┌────────

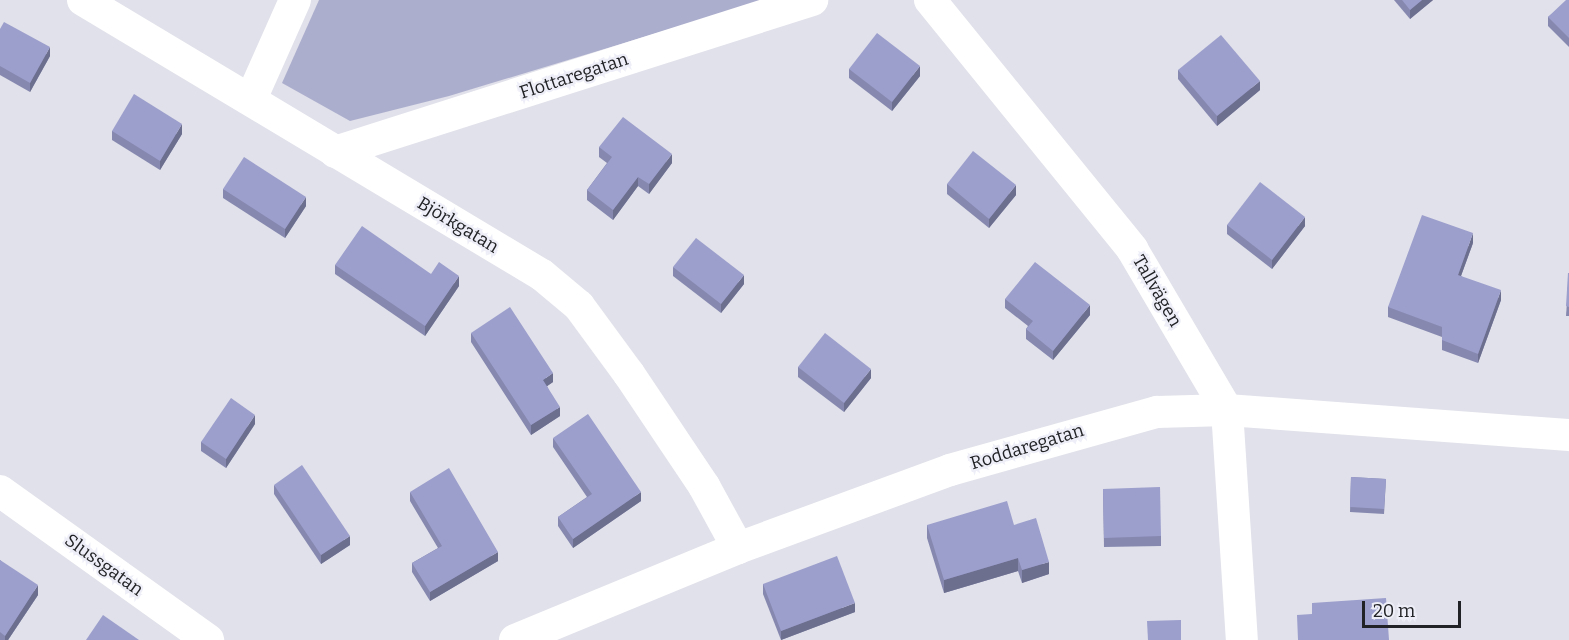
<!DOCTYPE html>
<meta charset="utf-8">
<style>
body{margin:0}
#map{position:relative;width:1569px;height:640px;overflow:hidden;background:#e0e1ea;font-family:Bitter,serif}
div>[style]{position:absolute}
.green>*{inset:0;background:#acaecd}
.street>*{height:32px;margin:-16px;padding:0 16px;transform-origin:16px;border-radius:16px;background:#fff}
.wall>*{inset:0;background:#8688af}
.shaded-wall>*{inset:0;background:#6d6f8f}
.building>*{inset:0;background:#9c9ecc}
span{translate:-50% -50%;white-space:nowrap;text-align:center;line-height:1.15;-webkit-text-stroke:4.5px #edeef7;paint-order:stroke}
.street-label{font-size:18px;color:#212225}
.scale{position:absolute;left:1362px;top:601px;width:99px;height:27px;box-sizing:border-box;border:3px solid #212225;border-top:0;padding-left:8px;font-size:18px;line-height:21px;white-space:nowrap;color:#212225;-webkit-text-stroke:4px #edeef7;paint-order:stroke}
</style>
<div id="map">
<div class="green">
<i style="clip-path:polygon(319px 0,766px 0,449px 96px,350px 121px,282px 83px)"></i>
</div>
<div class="street">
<i style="left:83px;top:0;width:535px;rotate:30.93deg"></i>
<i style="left:542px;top:275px;width:48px;rotate:40deg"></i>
<i style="left:579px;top:306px;width:84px;rotate:53.7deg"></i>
<i style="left:629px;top:374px;width:135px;rotate:56.2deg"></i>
<i style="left:704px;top:486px;width:71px;rotate:61.3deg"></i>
<i style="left:930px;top:0;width:321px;rotate:50.9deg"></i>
<i style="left:1132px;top:249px;width:187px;rotate:59.5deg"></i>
<i style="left:1227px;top:410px;width:230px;rotate:86.3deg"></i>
<i style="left:251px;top:99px;width:108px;rotate:-66deg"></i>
<i style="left:335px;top:152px;width:501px;rotate:-17.67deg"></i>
<i style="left:0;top:491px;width:256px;rotate:35.6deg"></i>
<i style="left:515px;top:640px;width:241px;rotate:-22.4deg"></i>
<i style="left:738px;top:548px;width:226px;rotate:-20.2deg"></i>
<i style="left:950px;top:470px;width:215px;rotate:-15.7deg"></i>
<i style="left:1157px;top:412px;width:70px;rotate:-1.6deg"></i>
<i style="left:1227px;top:410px;width:343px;rotate:4.2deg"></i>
</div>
<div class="wall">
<i style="clip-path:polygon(1394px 0,1433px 0,1410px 19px)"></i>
<i style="clip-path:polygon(1569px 0,1569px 47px,1548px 26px,1548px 17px)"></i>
<i style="clip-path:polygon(0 29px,50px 56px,30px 92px,0 75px)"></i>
<i style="clip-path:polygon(849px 69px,920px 76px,892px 111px,849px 78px)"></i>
<i style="clip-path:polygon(1178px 70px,1260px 90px,1217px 126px,1178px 79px)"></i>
<i style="clip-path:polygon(112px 131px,182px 134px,160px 170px,112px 140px)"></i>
<i style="clip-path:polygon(599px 147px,672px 163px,649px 194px,638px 186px,613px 220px,587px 200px,587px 190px,607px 163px,599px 157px)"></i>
<i style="clip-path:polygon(947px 184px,1016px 195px,989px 228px,947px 194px)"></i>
<i style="clip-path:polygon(223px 189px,306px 206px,285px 238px,223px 198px)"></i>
<i style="clip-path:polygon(1227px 225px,1305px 226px,1272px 269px,1227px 234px)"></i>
<i style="clip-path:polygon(1473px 243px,1461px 276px,1501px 300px,1478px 363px,1442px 350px,1442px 337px,1388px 317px,1388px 307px)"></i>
<i style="clip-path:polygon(335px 265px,431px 274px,459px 286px,425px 336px,335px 274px)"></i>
<i style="clip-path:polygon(673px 267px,744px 284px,721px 313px,673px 276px)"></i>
<i style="clip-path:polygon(1569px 273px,1569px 316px,1566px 316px)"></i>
<i style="clip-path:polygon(1005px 299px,1090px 315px,1053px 360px,1026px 339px,1026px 329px,1028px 326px,1005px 308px)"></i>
<i style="clip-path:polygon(471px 333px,553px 382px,547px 386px,560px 416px,531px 435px,471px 342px)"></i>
<i style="clip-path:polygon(798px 367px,871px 378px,844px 412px,798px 377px)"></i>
<i style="clip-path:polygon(255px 424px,226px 468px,201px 451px,201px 442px)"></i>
<i style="clip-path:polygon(553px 438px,641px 501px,573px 548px,558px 526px,558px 517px,587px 497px,553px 447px)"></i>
<i style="clip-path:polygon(1351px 477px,1386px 479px,1384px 514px,1350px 512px)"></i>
<i style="clip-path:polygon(274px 485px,350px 545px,321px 564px,274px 494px)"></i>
<i style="clip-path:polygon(1103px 489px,1161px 536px,1161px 546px,1104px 547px)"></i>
<i style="clip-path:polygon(410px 492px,498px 561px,430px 601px,412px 572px,412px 563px,438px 548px,410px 501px)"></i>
<i style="clip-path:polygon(927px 525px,1014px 525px,1049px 574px,1022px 583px,1018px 571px,944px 593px,927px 538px)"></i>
<i style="clip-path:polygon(0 560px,38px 595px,8px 640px,0 640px)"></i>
<i style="clip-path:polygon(763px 584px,855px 612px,781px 640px,763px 594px)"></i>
</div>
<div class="shaded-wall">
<i style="clip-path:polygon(1422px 0,1433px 0,1410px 19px,1410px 10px)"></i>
<i style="clip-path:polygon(50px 47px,50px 56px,30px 92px,30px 83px)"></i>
<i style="clip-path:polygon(920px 66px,920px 76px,892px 111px,892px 102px)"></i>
<i style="clip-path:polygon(1260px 81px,1260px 90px,1217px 126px,1217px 116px)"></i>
<i style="clip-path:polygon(182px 124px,182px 134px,160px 170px,160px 161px)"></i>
<i style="clip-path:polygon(672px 154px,672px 163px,649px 194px,649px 184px)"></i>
<i style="clip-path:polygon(638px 177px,638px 186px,613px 220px,613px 210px)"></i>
<i style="clip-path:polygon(1016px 185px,1016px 195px,989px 228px,989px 219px)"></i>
<i style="clip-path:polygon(306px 197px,306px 206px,285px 238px,285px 229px)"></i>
<i style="clip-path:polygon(1305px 217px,1305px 226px,1272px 269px,1272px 260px)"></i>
<i style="clip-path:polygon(1473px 233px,1473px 243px,1458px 284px,1458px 275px)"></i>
<i style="clip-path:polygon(744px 275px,744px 284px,721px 313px,721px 304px)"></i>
<i style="clip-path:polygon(459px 276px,459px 286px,425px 336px,425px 326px)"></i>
<i style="clip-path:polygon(1501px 290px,1501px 300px,1478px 363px,1478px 354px)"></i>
<i style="clip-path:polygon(1090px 305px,1090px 315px,1053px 360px,1053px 351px)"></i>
<i style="clip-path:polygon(871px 369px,871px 378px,844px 412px,844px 403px)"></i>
<i style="clip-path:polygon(553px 373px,553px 382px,543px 389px,543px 380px)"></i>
<i style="clip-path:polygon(560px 407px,560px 416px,531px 435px,531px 425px)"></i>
<i style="clip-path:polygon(255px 415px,255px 424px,226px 468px,226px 459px)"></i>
<i style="clip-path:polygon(641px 492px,641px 501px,573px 548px,573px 539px)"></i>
<i style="clip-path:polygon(350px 536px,350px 545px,321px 564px,321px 555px)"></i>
<i style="clip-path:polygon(498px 552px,498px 561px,430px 601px,430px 592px)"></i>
<i style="clip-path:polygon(1018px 558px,1018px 571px,944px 593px,944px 580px)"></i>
<i style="clip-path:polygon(1049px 562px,1049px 574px,1022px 583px,1022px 570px)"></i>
<i style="clip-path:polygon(38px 585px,38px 595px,8px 640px,5px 640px,5px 636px)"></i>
<i style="clip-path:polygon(855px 603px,855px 612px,781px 640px,781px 631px)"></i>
</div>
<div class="building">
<i style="clip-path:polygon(1402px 0,1422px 0,1410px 10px)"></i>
<i style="clip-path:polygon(1566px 0,1569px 0,1569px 38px,1548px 17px)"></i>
<i style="clip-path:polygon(4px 22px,50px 47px,30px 83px,0 66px,0 29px)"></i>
<i style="clip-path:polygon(877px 33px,920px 66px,892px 102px,849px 69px)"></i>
<i style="clip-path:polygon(1221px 35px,1260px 81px,1217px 116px,1178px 70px)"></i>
<i style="clip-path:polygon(134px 94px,182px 124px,160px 161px,112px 131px)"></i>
<i style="clip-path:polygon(623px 117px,672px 154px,649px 184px,638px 177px,613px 210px,587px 190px,612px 157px,599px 147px)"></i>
<i style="clip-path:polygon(973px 151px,1016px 185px,989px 219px,947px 184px)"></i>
<i style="clip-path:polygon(244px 157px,306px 197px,285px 229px,223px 189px)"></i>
<i style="clip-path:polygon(1260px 182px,1305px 217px,1272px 260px,1227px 225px)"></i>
<i style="clip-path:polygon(1422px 215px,1473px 233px,1458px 275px,1501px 290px,1478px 354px,1442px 340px,1442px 327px,1388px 307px)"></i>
<i style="clip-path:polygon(362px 226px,431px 274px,439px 262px,459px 276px,425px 326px,335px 265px)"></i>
<i style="clip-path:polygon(696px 238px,744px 275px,721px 304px,673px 267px)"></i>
<i style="clip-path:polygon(1035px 262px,1090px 305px,1053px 351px,1026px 329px,1033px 321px,1005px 299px)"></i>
<i style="clip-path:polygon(1568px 273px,1569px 273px,1569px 307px,1566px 306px)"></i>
<i style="clip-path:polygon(510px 307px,553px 373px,543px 380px,560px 407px,531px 425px,471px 333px)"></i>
<i style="clip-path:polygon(825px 333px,871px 369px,844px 403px,798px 367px)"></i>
<i style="clip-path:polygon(231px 398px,255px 415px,226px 459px,201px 442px)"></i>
<i style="clip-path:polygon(588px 414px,641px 492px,573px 539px,558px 517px,592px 494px,553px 438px)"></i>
<i style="clip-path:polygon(302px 465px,350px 536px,321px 555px,274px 485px)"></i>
<i style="clip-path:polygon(449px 468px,498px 552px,430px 592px,412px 563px,442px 546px,410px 492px)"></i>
<i style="clip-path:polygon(1351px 477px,1386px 479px,1384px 509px,1350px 507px)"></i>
<i style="clip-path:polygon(1160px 487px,1161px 536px,1104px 538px,1103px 489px)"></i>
<i style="clip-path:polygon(1007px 501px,1014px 525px,1036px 518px,1049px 562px,1022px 570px,1018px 558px,944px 580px,927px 525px)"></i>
<i style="clip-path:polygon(837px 556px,855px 603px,781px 631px,763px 584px)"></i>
<i style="clip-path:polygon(0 560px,38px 585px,5px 636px,0 632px)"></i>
<i style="clip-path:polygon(1386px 598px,1389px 640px,1298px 640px,1297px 615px,1312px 614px,1312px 603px)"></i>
<i style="clip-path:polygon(103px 615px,139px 640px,86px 640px)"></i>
<i style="clip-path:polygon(1181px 620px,1181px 640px,1148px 640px,1147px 621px)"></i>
</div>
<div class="street-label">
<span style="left:574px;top:76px;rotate:-18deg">Flottaregatan</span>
<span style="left:458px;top:225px;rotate:31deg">Björkgatan</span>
<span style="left:1157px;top:291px;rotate:60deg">Tallvägen</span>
<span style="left:1027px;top:447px;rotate:-17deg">Roddaregatan</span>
<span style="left:104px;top:565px;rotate:36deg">Slussgatan</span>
</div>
<div class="scale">20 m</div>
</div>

└────────

### ASSIGNMENT
Copy each line in the entries above where "shaded" turns up.

### FINAL ANSWER
.shaded-wall>*{inset:0;background:#6d6f8f}
<div class="shaded-wall">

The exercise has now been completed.